# DIRECTIONS FOR THIS TASK
Return the line containing "Find all labels, symbols" and every line after it through the end of the entries below, with no other lines.

# RECORDS TO PROCESS
::::::
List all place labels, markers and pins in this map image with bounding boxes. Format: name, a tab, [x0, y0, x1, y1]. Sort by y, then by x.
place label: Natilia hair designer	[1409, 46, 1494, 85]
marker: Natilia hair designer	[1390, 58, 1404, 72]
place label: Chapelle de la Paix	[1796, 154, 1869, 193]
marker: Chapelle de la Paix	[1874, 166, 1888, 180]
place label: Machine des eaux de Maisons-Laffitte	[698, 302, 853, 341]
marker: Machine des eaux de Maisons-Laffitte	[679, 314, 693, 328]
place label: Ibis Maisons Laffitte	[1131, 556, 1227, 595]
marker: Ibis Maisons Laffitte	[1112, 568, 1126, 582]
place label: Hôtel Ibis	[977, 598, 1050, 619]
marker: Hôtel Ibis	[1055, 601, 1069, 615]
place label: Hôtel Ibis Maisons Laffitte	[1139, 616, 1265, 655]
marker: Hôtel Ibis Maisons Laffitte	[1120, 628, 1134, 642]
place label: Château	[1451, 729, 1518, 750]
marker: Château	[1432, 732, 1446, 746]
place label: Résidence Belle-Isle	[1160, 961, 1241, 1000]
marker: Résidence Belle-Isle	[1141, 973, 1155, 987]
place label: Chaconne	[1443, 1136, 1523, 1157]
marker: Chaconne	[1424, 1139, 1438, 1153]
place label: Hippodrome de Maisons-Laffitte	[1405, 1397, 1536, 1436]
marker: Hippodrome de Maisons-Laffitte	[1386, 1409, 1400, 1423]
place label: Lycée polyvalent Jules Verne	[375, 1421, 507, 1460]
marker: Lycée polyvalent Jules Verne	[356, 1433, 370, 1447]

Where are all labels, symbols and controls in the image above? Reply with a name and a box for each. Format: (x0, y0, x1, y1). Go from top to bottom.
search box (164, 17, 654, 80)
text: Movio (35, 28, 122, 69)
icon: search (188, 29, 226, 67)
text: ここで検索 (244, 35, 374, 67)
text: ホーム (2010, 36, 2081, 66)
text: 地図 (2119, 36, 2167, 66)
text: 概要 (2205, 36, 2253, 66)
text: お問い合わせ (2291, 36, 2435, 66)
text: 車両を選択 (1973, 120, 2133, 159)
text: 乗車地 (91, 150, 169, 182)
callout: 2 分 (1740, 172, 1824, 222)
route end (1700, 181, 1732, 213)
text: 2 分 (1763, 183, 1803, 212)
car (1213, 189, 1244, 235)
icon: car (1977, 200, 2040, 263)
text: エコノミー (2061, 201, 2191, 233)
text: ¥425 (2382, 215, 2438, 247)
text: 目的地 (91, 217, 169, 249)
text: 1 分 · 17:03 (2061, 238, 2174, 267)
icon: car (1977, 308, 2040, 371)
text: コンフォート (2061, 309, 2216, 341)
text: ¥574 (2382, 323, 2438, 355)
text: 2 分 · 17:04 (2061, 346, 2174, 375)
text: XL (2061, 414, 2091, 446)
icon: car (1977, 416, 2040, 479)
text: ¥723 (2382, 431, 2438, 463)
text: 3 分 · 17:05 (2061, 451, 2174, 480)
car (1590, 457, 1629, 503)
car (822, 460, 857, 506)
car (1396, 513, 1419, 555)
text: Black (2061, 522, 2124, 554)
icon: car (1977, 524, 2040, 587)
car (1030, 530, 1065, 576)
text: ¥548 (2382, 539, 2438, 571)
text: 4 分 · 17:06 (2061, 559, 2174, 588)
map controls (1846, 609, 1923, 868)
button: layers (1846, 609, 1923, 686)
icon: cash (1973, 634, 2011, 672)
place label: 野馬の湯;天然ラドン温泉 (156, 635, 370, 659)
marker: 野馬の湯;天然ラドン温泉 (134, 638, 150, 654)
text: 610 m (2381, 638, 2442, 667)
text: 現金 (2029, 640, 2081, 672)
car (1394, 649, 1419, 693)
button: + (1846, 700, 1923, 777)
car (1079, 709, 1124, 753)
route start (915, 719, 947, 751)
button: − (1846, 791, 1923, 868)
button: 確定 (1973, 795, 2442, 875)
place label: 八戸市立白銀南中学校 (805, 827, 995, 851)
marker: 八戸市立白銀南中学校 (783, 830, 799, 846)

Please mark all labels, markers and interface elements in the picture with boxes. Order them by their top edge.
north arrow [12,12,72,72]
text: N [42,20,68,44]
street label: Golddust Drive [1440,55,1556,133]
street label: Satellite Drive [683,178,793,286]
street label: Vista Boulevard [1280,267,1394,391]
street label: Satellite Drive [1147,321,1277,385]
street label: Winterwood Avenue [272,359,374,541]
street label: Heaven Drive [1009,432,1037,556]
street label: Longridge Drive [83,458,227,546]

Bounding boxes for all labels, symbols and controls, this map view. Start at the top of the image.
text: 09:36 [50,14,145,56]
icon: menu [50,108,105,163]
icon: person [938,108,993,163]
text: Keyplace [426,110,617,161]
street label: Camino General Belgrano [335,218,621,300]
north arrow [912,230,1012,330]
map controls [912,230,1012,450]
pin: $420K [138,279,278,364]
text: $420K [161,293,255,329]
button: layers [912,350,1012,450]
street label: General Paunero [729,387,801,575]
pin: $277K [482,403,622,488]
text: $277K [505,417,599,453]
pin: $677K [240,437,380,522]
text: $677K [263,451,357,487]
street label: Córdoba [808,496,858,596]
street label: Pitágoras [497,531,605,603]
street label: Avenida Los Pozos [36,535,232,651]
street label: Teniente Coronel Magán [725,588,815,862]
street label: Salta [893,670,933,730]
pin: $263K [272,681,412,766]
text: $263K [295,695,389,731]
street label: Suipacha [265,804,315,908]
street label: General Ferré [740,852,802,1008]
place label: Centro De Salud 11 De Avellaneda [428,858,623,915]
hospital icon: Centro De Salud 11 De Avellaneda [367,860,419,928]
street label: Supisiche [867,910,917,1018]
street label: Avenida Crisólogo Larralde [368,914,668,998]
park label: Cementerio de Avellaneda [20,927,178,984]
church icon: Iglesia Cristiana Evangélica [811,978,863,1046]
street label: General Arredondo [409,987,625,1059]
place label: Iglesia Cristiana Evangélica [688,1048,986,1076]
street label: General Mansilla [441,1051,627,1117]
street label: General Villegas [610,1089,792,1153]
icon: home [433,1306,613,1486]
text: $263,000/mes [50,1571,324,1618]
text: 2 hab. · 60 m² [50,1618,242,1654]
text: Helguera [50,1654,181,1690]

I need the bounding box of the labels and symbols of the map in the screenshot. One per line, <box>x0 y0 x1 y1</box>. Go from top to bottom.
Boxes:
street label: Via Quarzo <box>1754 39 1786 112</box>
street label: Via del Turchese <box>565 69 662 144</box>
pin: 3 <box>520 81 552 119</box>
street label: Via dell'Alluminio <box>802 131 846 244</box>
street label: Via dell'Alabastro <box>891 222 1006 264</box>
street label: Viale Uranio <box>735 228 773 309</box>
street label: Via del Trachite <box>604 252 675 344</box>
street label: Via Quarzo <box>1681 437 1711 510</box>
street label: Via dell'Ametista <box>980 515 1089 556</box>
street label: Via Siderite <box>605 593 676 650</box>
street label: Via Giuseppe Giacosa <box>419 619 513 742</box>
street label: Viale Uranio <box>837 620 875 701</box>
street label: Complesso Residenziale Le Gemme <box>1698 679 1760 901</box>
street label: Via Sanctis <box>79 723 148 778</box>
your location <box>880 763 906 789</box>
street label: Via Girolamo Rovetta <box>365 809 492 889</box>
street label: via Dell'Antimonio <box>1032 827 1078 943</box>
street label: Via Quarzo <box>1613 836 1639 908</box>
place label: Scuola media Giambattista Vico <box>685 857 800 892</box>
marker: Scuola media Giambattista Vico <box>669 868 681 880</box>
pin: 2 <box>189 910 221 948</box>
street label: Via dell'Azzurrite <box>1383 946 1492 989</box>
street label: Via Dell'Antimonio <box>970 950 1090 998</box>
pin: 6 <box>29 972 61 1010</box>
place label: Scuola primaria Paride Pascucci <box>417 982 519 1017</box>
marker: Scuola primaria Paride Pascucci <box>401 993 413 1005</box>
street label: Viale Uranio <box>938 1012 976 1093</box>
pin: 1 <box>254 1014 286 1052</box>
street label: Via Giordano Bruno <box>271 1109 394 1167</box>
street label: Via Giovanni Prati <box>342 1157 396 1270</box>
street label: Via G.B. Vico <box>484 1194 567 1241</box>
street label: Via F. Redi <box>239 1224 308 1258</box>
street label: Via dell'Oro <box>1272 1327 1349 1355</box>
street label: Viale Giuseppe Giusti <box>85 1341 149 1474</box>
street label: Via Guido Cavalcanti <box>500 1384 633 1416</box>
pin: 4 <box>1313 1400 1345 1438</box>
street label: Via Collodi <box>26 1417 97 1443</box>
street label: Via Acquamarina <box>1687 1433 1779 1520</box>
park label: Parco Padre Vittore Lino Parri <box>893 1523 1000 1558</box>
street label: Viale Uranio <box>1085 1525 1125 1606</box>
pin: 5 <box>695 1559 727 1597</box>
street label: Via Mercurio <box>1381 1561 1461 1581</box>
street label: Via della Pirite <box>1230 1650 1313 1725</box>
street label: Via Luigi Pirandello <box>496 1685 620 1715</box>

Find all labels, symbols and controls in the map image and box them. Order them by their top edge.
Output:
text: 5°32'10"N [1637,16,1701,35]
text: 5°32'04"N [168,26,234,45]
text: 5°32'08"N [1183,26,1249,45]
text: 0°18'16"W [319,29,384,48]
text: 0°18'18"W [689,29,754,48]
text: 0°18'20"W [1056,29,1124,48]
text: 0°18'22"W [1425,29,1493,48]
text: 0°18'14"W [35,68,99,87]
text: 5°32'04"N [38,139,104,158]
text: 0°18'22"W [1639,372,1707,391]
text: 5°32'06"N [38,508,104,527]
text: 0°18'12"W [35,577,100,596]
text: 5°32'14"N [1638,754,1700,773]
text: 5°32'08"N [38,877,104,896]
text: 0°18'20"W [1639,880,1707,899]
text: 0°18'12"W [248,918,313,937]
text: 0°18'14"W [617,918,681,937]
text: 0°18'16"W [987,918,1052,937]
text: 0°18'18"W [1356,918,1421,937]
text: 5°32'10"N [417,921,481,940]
::::::
# RESULT OF THE EXERCISE
Find all labels, symbols and controls in the map image and box them. Order them by their top edge.
Output:
text: 5°32'10"N [1637,16,1701,35]
text: 5°32'04"N [168,26,234,45]
text: 5°32'08"N [1183,26,1249,45]
text: 0°18'16"W [319,29,384,48]
text: 0°18'18"W [689,29,754,48]
text: 0°18'20"W [1056,29,1124,48]
text: 0°18'22"W [1425,29,1493,48]
text: 0°18'14"W [35,68,99,87]
text: 5°32'04"N [38,139,104,158]
text: 0°18'22"W [1639,372,1707,391]
text: 5°32'06"N [38,508,104,527]
text: 0°18'12"W [35,577,100,596]
text: 5°32'14"N [1638,754,1700,773]
text: 5°32'08"N [38,877,104,896]
text: 0°18'20"W [1639,880,1707,899]
text: 0°18'12"W [248,918,313,937]
text: 0°18'14"W [617,918,681,937]
text: 0°18'16"W [987,918,1052,937]
text: 0°18'18"W [1356,918,1421,937]
text: 5°32'10"N [417,921,481,940]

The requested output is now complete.